9.714/98 (Lei de Penas Alternativas)
Quando se
imaginava aquietada a questão e ultrapassadas as investidas benevolentes com o
crime de tráfico de entorpecentes e drogas afins, surge a Lei n. 9.714/98, a
denominada “Lei de Penas Alternativas”, que ampliou a possibilidade de
aplicação de penas restritivas de direitos em substituição às privativas de
liberdade não superiores a 4 (quatro) anos, atendidos os demais requisitos
estabelecidos.
Sendo o crime
de tráfico punido com 3 (três) anos de reclusão em seu grau mínimo, foi o que
bastou para se instalar nova confusão.
Surgiram
diversos acórdãos no sentido de que “a simples alegação de ser o crime hediondo
não obsta a substituição da pena. Se o legislador não fez qualquer restrição
nesse sentido, não cabe ao intérprete fazê-la.

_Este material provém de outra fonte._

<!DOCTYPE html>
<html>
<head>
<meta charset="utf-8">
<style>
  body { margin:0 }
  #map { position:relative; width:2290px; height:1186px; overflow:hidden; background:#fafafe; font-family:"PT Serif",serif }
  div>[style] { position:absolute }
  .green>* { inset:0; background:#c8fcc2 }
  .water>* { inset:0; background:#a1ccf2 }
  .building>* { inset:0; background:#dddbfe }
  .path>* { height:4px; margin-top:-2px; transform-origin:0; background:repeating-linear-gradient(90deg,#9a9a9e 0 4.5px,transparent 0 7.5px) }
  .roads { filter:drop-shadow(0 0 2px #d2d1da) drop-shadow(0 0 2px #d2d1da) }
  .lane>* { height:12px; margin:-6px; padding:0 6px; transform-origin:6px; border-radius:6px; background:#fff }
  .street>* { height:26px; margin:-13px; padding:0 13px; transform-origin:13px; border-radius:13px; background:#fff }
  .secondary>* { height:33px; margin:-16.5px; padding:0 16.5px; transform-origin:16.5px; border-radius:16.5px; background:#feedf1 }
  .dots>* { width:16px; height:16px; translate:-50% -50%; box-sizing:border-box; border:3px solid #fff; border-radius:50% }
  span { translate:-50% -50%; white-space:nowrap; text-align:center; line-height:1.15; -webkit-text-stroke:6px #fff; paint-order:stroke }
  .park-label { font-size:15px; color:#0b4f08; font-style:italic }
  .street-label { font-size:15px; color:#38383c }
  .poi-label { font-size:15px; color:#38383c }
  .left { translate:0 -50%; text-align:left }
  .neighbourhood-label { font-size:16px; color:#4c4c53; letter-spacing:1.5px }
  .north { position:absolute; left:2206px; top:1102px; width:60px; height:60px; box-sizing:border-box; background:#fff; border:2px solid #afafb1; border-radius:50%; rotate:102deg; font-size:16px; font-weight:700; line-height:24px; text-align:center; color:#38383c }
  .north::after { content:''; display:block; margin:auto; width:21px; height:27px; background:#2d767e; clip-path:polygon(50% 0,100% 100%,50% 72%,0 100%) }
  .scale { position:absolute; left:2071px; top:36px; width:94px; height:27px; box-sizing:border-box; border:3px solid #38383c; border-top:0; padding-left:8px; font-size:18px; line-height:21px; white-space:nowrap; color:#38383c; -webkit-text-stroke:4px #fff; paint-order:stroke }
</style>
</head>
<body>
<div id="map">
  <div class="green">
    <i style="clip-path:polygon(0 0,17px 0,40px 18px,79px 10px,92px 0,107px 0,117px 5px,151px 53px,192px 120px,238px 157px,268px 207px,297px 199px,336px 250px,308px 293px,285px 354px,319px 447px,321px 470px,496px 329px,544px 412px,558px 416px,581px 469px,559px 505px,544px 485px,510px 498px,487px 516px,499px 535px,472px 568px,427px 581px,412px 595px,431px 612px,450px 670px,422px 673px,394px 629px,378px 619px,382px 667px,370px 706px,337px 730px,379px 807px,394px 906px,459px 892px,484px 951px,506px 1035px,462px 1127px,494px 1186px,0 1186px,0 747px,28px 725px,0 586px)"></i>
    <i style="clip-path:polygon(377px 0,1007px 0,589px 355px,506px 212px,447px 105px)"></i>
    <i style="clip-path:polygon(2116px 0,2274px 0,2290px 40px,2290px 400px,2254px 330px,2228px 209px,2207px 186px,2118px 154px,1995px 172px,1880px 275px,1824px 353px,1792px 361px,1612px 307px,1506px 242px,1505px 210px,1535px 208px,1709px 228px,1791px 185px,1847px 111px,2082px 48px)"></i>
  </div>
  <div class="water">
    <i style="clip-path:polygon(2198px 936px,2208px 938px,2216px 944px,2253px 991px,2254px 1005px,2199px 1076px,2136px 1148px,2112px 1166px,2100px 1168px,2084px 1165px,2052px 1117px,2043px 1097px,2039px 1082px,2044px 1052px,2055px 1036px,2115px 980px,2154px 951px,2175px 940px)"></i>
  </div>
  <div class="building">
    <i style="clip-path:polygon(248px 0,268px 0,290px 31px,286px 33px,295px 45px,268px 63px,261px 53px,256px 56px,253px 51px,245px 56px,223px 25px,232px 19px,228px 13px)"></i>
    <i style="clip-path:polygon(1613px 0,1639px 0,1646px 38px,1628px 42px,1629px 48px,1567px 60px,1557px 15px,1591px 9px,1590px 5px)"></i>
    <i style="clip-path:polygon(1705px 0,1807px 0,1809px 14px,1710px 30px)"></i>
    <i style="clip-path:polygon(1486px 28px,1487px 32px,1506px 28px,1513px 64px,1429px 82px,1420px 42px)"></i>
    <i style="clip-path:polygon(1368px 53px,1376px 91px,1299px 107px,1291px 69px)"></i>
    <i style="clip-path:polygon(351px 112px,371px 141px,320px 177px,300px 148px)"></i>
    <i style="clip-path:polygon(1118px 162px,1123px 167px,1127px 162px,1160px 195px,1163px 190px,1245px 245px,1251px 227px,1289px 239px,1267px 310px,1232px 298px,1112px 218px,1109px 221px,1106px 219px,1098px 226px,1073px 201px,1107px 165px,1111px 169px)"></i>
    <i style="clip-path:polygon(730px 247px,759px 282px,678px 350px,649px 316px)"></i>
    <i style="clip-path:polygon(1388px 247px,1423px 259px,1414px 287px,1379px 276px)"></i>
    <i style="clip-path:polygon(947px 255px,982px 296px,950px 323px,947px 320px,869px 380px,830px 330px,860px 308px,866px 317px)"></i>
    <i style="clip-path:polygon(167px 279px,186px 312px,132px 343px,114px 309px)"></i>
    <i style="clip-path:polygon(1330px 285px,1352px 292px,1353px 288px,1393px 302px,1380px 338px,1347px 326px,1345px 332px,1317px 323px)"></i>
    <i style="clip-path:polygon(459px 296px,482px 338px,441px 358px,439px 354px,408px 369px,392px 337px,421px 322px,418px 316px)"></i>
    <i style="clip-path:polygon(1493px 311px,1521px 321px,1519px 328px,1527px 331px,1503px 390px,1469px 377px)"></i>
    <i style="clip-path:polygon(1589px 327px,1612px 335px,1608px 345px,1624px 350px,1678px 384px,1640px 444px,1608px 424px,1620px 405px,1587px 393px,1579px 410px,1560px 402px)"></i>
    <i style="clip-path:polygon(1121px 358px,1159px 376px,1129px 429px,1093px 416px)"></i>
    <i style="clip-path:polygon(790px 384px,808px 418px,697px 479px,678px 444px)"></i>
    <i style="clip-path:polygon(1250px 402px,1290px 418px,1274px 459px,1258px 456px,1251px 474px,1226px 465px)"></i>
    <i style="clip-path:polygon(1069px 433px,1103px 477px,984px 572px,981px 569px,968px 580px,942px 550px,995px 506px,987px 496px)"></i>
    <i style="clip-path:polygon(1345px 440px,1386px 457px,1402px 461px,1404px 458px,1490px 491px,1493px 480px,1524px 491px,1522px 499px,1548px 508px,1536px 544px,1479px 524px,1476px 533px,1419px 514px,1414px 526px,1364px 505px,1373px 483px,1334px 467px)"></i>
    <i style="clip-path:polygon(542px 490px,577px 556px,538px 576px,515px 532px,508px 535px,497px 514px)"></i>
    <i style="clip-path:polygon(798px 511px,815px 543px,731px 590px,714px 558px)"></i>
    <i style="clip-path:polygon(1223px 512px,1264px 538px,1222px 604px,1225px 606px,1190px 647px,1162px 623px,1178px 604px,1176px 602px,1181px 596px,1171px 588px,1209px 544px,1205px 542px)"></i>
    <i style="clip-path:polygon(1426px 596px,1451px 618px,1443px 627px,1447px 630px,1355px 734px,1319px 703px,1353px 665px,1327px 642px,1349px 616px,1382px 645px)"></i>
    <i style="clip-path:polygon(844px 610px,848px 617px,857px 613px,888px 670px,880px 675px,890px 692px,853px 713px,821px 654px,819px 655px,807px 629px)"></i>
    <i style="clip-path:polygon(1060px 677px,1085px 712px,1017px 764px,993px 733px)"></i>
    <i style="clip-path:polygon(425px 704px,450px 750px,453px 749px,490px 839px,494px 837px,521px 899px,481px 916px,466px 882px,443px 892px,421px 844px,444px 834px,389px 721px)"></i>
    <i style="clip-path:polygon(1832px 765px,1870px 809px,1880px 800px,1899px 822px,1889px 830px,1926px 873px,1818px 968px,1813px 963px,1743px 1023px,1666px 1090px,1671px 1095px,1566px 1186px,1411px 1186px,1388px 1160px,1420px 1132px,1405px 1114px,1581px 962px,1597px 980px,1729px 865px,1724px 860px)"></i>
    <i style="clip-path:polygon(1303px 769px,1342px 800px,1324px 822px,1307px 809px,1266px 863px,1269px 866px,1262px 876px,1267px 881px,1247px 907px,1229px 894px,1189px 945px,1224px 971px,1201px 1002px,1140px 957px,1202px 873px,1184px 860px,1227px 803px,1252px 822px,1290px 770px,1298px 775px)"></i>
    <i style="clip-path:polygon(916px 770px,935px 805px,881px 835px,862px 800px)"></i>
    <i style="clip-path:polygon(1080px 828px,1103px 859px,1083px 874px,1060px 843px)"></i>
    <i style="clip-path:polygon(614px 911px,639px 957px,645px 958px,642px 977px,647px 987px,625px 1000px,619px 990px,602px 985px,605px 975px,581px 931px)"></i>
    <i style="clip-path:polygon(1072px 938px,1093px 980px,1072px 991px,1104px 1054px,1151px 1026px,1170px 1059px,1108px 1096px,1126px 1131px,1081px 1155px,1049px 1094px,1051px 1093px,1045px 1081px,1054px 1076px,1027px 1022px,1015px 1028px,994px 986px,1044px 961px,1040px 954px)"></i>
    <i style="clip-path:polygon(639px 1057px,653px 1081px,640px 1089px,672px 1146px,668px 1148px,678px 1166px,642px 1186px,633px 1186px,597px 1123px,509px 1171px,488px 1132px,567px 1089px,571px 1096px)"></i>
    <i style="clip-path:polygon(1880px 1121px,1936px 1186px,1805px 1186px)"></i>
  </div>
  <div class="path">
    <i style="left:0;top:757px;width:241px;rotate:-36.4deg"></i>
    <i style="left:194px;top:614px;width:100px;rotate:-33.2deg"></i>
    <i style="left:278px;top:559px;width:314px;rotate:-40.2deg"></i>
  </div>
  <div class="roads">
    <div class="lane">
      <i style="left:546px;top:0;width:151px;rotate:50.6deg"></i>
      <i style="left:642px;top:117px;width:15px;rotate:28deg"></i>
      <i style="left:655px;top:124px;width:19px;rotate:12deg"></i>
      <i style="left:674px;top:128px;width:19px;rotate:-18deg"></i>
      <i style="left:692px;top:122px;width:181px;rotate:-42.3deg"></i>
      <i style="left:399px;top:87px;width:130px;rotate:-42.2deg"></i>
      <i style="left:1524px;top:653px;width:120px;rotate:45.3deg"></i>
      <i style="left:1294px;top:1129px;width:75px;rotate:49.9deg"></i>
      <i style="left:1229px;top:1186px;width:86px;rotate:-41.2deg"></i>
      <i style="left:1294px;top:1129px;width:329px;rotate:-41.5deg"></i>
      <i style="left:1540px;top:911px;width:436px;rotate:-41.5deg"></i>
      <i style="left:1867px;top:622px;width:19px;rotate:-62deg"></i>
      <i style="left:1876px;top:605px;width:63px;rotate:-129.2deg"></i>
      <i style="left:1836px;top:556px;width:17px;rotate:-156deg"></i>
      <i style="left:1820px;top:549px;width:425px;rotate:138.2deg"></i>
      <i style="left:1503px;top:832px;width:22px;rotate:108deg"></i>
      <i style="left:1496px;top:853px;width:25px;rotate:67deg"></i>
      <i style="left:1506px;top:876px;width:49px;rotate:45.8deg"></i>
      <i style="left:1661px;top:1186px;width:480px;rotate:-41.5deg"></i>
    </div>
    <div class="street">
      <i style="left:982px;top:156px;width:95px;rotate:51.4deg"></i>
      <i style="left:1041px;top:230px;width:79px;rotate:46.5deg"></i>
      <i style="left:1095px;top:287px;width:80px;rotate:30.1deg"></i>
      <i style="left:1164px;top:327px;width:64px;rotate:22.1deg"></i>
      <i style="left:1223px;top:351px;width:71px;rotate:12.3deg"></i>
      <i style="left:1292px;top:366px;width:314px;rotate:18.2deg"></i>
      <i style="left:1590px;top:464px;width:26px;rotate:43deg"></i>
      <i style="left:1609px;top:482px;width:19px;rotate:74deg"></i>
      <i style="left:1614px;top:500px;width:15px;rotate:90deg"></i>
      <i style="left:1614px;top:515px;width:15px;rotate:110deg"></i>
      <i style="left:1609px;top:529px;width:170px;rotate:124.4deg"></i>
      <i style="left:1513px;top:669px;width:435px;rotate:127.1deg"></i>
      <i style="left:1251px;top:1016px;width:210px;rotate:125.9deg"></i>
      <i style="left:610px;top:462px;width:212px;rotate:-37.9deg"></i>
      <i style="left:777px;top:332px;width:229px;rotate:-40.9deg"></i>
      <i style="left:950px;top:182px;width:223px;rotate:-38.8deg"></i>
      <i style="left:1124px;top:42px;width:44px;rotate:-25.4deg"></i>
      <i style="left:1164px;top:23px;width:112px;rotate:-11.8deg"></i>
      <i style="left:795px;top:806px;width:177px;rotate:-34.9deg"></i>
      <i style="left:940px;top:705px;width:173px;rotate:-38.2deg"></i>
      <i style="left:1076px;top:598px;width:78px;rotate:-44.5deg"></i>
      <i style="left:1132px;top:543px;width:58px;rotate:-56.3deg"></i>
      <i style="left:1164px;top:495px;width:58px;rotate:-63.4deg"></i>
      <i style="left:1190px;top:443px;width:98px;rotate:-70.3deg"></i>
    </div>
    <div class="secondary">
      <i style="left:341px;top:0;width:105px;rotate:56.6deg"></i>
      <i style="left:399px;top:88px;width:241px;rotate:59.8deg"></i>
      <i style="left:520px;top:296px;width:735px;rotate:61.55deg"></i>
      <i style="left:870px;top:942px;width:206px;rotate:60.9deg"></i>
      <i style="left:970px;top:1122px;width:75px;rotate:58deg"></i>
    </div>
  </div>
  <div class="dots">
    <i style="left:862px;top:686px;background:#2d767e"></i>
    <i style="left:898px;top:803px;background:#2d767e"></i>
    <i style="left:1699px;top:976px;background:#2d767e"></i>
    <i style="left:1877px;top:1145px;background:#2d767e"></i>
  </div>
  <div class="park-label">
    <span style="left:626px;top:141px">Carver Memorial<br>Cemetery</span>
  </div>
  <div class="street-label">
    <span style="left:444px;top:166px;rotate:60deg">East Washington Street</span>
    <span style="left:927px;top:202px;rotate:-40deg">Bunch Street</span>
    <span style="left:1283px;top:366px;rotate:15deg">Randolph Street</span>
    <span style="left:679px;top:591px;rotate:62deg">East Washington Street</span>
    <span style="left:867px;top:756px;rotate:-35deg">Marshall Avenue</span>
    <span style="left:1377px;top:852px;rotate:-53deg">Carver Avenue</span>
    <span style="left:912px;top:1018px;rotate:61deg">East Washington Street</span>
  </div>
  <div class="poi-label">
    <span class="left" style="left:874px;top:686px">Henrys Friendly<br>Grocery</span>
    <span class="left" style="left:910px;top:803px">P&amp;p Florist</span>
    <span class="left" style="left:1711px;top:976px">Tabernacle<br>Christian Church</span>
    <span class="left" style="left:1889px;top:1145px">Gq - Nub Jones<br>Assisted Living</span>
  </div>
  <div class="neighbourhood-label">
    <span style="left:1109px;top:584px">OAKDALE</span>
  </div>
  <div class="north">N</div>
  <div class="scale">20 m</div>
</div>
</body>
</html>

Preenchidos os requisitos legais
objetivos e subjetivos, previstos no art. 44 do Código Penal, com as alterações
da Lei n.º 9.714/98, nenhum impedimento existe para que a pena privativa de
liberdade, no caso de crime de tráfico, seja substituída por restritiva de
direitos” (TJMG, Ap. 148.427-8, 1ª CCrim., j. em 29.6.99, v.u.)14 .
Outra vez
prevaleceu a tese mais rígida e adequada, no sentido de que “a Lei n. 9.714/98,
que permite a substituição das penas privativas de liberdade por restritivas de
direito, visa, de forma explícita, a atingir os denominados crimes de menor
repercussão, portanto, a toda evidência, afigura-se total contra-senso fazê-la
incidir em tráfico de entorpecentes, crime reconhecido como hediondo e cuja pena
deve ser cumprida integralmente no regime fechado” (TJSP, Ap. 258.553-3/1, 1ª
CCrim. Extraordinária, j. em 03.12.98, v.u.)15 .
Adotou-se
majoritariamente o entendimento no sentido de que “a nova redação do art. 44,
notadamente no inciso III, demonstra que este dispositivo não pode ser aplicado
a casos de tráfico ilícito de entorpecentes. Preceitua ele que somente haverá a
possibilidade de concessão da substituição caso a culpabilidade, os
antecedentes, a conduta social e a personalidade do condenado, bem como os
motivos e as circunstâncias indicarem ser essa substituição suficiente.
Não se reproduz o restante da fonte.